Over at my Open Source blog at ZDNet I have long tracked the changing business ethics, and practices, brought about by the open source movement.
This is summed up in a post from today, Open source doesn't forget, and this money quote:
Trust is needed to build a community, to draw contributions, and to gain commitments for enterprise installations. It’s as important as capital, certainly more important than marketing.
This is changing the rules of the software business. Which in turn is changing the rules of the hardware business, and the device business.
While it's still true that some companies have the power to drive the media toward their spin, just as the White House does, what gets hurt in the end is the media's credibility. Open source advocates don't buy what Microsoft says. Polls show the people don't buy the White House spin, either.
A lot of business behavior is changing in response to this, slowly, and
from the bottom up.
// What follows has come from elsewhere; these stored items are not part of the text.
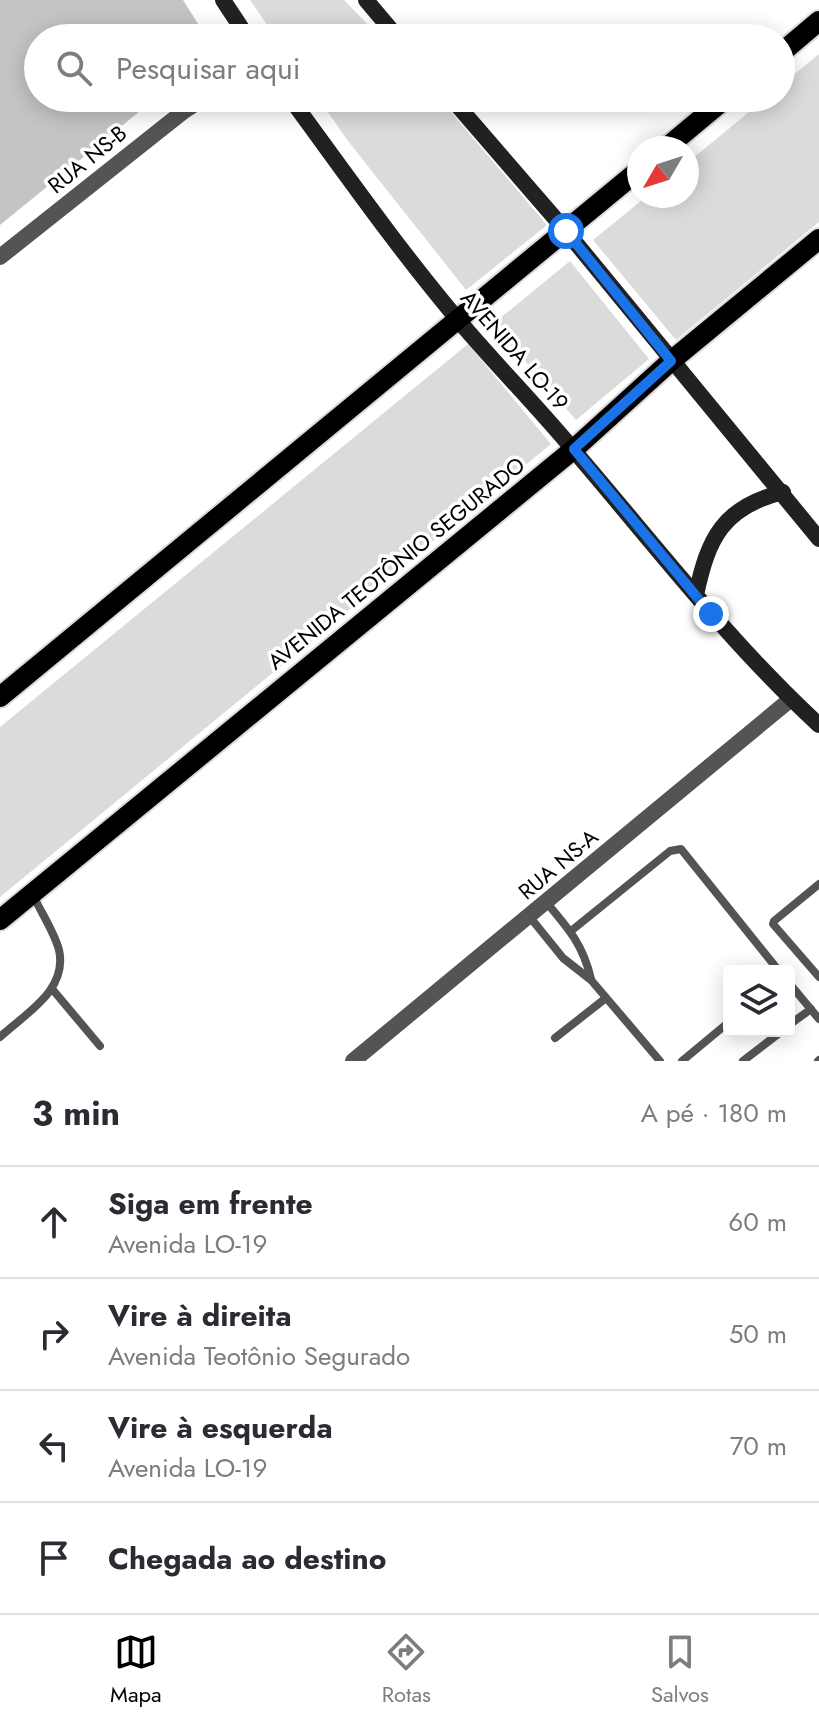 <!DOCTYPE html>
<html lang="pt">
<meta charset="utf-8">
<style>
:root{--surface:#fff;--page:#f2f2f3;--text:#2b2b33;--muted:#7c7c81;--line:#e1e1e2;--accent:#000}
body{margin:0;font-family:Jost,sans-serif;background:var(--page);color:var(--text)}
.controls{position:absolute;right:24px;bottom:24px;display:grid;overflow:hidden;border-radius:8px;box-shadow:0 4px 20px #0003}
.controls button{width:72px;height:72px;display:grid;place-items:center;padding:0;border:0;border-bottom:2px solid var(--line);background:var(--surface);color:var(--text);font:40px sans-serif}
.compass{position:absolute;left:627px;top:136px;width:72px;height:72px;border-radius:50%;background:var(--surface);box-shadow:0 4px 20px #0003;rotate:231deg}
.stop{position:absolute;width:24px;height:24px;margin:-18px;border:6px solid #1a73e8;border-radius:50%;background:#fff}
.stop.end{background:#1a73e8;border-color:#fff;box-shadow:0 2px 8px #0008}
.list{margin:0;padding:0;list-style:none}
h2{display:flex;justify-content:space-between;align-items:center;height:104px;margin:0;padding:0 32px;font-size:34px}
h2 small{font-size:26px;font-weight:400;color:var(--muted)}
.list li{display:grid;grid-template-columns:52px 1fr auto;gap:24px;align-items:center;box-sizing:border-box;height:112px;padding:0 32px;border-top:2px solid var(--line)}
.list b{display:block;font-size:30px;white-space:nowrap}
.list p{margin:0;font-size:26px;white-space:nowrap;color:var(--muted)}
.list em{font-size:26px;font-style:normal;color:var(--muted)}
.icon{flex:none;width:44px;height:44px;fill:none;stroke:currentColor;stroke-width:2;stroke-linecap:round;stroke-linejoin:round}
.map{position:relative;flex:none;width:819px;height:1061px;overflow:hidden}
.search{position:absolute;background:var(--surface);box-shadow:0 4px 20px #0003;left:24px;right:24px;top:24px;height:88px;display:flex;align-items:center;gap:20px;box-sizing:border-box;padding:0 28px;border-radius:44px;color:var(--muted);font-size:30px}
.sheet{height:552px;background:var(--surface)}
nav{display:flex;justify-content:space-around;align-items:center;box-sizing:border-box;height:112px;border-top:2px solid var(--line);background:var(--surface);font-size:22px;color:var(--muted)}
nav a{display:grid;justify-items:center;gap:4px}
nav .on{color:var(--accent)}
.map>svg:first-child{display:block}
.green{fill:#dbdbdb}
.building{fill:#c4c4c4}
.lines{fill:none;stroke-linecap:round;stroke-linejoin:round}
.primary-casing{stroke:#dbdbdb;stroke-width:24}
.lane{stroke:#545454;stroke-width:8}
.street{stroke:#545454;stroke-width:16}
.secondary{stroke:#212121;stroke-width:16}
.primary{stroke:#000;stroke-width:20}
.route{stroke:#1a73e8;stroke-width:10}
.labels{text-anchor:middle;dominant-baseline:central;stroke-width:7;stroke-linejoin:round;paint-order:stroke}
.street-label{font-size:22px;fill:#000;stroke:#fff}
</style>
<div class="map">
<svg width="819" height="1061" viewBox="0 0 819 1061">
<rect width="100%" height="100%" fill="#fff"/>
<g class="green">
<polygon points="250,0 344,0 381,38 276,38"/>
<polygon points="819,54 819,222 676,340 593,240 647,196 687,196 687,163 766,98 781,98 781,85"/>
<polygon points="318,98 439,98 547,225 466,290 348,141"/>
<polygon points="570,261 649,359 576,420 493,324"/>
<polygon points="468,344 551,444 0,897 0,727"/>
</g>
<polygon class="building" points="0,0 183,0 207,38 38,38 38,98 156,98 0,225"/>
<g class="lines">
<g class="primary-casing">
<g id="primary">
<polyline points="781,53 819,21"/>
<polyline points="666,148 726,98"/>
<polyline points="0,697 639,170"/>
<polyline points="0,920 574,449 671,361 819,239"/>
</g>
</g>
<g class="lane">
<polyline points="819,884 774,921 773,924 819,977"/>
<path d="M546 902C569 929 583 945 591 979"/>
<polyline points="529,916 563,958 591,980 660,1061"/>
<polyline points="571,931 670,851 681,849 779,971"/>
<polyline points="789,983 819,1019"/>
<polyline points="53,990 100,1046"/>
<polyline points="789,1025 811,1009"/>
<path d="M0 1037C26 1013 68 990 59 950 54 931 40 911 32 893"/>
<polyline points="555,1038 606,998"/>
<polyline points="682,1061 729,1022"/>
<polyline points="743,1061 782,1031"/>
<polyline points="818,1061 819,1060"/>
</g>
<g class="street">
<polyline points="0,257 184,111 204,98"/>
<polyline points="353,1061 791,699"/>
</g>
<g class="secondary">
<polyline points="223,0 248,38"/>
<polyline points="366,0 398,38"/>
<path d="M290 98C345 173 399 250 459 321 497 366 539 408 576 453 655 545 729 642 819 725"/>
<polyline points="451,98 566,231 819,539"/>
<path d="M696 595C708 538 723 507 783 492"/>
</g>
<use href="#primary" class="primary"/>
</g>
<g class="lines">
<polyline class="route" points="566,231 671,361 574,449 711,614"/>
</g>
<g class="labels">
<g class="street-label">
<text transform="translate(87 159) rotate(-39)">RUA NS-B</text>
<text transform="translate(515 350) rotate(49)">AVENIDA LO-19</text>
<text transform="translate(396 563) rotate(-39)">AVENIDA TEOTÔNIO SEGURADO</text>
<text transform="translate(558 864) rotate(-40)">RUA NS-A</text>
</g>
</g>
</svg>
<div class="controls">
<button><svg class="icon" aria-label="layers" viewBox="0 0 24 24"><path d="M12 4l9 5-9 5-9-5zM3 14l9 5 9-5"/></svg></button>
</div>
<svg class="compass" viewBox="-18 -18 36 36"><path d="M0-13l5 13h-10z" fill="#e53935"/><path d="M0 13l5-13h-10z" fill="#7c7c81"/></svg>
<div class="stop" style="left:566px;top:231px"></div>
<div class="stop end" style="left:711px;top:614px"></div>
<div class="search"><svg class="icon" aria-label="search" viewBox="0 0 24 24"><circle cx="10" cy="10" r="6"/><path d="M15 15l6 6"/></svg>Pesquisar aqui</div>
</div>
<section class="sheet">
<h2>3 min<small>A pé · 180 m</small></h2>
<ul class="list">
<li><svg class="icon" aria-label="ahead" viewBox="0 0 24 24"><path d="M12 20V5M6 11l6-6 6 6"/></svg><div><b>Siga em frente</b><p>Avenida LO-19</p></div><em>60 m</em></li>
<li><svg class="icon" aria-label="right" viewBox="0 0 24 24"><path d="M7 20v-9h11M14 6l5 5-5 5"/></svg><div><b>Vire à direita</b><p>Avenida Teotônio Segurado</p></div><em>50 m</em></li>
<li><svg class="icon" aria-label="left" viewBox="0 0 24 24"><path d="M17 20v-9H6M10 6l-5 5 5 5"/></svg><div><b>Vire à esquerda</b><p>Avenida LO-19</p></div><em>70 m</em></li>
<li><svg class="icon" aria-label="arrive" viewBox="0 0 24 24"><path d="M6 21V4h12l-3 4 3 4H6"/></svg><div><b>Chegada ao destino</b></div></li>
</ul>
</section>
<nav>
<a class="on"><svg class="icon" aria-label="map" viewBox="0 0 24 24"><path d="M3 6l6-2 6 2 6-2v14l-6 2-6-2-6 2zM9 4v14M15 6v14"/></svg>Mapa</a>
<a><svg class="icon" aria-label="directions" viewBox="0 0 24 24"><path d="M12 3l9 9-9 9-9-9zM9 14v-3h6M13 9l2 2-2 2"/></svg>Rotas</a>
<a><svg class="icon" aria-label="saved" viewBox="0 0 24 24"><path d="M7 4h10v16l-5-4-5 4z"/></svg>Salvos</a>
</nav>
Ethical behavior is seen as an opportunity.
Open source companies learn that lies cause problems, and avoid them. Larger companies come to understand that the search for open source credibility takes more than spin. They still spin, but when they match actions to their spin they start to succeed. (See the poll results at the bottom of this post.)
Thus, Internet politics has already begun to transform business. Not all industries. The telecomm industry, with its deep pockets and huge pay-offs to politicians, seems for now immune to the demand for change. But the institutional memory created by the Internet is slowly forcing transparency, openness and common sense on more-and-more businesses.
This is bound to have a political effect. And it is having a political effect. Those who live solely by spin are dying by spin. Those who accept being measured by actions are gaining.